_Task directions:_ Every line with the string "into" in it belongs in your answer, so copy them all from the data.

-=-=-

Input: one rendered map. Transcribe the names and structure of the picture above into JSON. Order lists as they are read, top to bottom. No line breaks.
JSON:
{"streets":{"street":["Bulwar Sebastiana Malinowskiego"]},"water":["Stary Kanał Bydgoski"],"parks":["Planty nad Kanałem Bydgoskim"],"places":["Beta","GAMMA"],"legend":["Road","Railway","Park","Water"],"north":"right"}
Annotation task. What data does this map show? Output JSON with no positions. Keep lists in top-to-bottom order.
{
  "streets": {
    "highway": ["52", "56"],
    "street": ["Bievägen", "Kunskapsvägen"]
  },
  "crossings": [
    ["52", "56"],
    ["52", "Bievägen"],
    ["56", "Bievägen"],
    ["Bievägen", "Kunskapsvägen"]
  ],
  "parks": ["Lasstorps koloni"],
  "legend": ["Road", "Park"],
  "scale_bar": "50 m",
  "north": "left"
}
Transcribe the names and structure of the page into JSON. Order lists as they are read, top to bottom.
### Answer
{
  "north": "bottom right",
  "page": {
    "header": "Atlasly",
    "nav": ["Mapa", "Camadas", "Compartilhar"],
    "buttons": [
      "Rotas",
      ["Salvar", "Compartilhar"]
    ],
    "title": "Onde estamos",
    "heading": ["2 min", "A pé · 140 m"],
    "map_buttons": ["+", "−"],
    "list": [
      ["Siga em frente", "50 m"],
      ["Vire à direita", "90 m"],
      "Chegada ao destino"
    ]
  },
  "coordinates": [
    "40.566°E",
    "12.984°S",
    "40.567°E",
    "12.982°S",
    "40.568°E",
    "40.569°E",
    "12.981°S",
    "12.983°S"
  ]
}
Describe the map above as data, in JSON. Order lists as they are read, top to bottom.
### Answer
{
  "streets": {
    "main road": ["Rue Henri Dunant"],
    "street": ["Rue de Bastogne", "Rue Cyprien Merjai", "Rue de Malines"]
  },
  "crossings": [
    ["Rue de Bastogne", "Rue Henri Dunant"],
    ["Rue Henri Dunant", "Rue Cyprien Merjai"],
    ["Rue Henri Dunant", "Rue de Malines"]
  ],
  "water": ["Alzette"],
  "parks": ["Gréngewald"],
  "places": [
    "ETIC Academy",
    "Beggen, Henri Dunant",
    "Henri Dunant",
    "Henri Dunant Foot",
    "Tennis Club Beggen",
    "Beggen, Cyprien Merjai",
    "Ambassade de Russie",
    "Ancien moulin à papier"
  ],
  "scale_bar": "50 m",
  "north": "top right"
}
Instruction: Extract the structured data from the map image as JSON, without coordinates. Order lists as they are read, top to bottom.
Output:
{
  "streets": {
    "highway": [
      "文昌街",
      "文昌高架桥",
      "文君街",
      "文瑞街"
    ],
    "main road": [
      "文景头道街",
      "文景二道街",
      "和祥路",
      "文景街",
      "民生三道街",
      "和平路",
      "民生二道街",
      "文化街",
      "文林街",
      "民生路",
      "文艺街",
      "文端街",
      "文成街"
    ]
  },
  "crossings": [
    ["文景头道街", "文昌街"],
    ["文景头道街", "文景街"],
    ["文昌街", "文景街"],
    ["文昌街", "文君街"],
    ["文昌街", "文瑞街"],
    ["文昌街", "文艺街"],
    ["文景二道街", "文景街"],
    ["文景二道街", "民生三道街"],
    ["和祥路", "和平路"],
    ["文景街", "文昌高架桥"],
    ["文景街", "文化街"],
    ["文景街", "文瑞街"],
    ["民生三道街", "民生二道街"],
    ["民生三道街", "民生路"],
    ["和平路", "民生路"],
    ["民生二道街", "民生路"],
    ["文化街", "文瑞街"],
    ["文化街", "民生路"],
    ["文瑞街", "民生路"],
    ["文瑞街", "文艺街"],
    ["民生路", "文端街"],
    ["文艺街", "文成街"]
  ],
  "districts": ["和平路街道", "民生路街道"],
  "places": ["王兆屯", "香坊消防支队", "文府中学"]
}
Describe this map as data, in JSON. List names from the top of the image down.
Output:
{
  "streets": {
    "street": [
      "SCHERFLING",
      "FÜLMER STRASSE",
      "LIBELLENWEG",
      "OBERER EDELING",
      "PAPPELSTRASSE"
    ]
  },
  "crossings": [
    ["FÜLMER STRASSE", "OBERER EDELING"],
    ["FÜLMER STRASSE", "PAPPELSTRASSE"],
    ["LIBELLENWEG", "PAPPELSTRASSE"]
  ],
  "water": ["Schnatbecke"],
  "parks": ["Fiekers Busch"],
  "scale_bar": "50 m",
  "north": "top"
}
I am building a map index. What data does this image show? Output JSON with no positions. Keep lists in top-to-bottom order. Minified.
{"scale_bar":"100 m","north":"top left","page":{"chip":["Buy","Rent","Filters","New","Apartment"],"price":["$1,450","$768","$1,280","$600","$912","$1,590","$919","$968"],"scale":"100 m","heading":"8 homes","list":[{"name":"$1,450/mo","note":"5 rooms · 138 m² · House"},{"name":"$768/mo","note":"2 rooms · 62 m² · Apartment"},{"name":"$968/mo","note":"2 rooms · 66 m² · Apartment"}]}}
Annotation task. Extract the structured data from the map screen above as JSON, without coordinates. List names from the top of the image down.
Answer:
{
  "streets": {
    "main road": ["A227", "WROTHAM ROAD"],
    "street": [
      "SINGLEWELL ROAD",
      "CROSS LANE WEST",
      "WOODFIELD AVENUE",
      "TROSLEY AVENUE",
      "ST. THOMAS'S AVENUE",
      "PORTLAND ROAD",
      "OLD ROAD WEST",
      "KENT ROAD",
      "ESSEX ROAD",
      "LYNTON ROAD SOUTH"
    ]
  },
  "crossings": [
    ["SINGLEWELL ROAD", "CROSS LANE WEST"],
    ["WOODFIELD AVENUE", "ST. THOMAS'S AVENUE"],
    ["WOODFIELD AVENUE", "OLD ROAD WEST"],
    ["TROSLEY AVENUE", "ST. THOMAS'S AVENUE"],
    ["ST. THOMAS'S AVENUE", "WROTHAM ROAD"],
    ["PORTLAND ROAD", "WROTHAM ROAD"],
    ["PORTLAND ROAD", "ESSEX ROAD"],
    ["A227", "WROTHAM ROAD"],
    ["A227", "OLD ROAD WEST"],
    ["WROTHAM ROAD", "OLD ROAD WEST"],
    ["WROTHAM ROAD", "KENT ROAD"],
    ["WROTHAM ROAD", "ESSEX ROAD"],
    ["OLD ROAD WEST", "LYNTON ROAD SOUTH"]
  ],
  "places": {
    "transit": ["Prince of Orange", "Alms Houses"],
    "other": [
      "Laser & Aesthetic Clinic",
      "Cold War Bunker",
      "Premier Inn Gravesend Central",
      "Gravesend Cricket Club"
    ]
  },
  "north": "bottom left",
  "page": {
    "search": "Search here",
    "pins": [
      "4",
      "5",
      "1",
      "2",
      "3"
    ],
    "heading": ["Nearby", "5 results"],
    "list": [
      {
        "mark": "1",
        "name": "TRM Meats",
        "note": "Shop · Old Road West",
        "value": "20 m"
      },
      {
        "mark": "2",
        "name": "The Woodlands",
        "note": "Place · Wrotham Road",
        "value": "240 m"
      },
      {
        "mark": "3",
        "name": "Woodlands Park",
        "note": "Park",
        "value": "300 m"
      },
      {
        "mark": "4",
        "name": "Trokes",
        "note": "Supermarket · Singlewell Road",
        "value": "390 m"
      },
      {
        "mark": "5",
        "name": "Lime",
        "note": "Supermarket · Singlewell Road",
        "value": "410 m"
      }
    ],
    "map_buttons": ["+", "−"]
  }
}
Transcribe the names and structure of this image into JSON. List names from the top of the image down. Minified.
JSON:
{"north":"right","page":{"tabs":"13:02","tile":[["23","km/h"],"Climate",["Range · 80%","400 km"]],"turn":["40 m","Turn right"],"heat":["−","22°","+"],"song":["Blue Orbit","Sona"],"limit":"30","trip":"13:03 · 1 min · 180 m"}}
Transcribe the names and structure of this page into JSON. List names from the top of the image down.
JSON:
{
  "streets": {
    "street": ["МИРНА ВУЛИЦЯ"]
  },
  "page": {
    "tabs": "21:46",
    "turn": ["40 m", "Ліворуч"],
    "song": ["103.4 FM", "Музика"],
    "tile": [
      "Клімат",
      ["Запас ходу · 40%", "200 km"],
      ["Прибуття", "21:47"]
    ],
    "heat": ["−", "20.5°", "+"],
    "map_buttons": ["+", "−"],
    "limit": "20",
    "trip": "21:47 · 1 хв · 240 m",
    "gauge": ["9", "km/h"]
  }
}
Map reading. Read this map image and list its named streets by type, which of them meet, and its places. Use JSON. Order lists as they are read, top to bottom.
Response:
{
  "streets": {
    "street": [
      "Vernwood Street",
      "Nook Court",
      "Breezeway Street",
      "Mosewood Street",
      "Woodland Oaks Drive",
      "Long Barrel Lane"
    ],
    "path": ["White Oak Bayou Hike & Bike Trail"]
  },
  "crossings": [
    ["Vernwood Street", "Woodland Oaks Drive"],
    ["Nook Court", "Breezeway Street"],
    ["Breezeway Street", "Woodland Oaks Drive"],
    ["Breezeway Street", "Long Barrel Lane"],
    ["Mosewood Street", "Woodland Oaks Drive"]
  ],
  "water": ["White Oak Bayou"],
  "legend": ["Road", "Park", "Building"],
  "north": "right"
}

-=-=-

_Response:_
Input: one rendered map. Transcribe the names and structure of the picture above into JSON. Order lists as they are read, top to bottom. No line breaks.
Transcribe the names and structure of the page into JSON. Order lists as they are read, top to bottom.
Transcribe the names and structure of this image into JSON. List names from the top of the image down. Minified.
Transcribe the names and structure of this page into JSON. List names from the top of the image down.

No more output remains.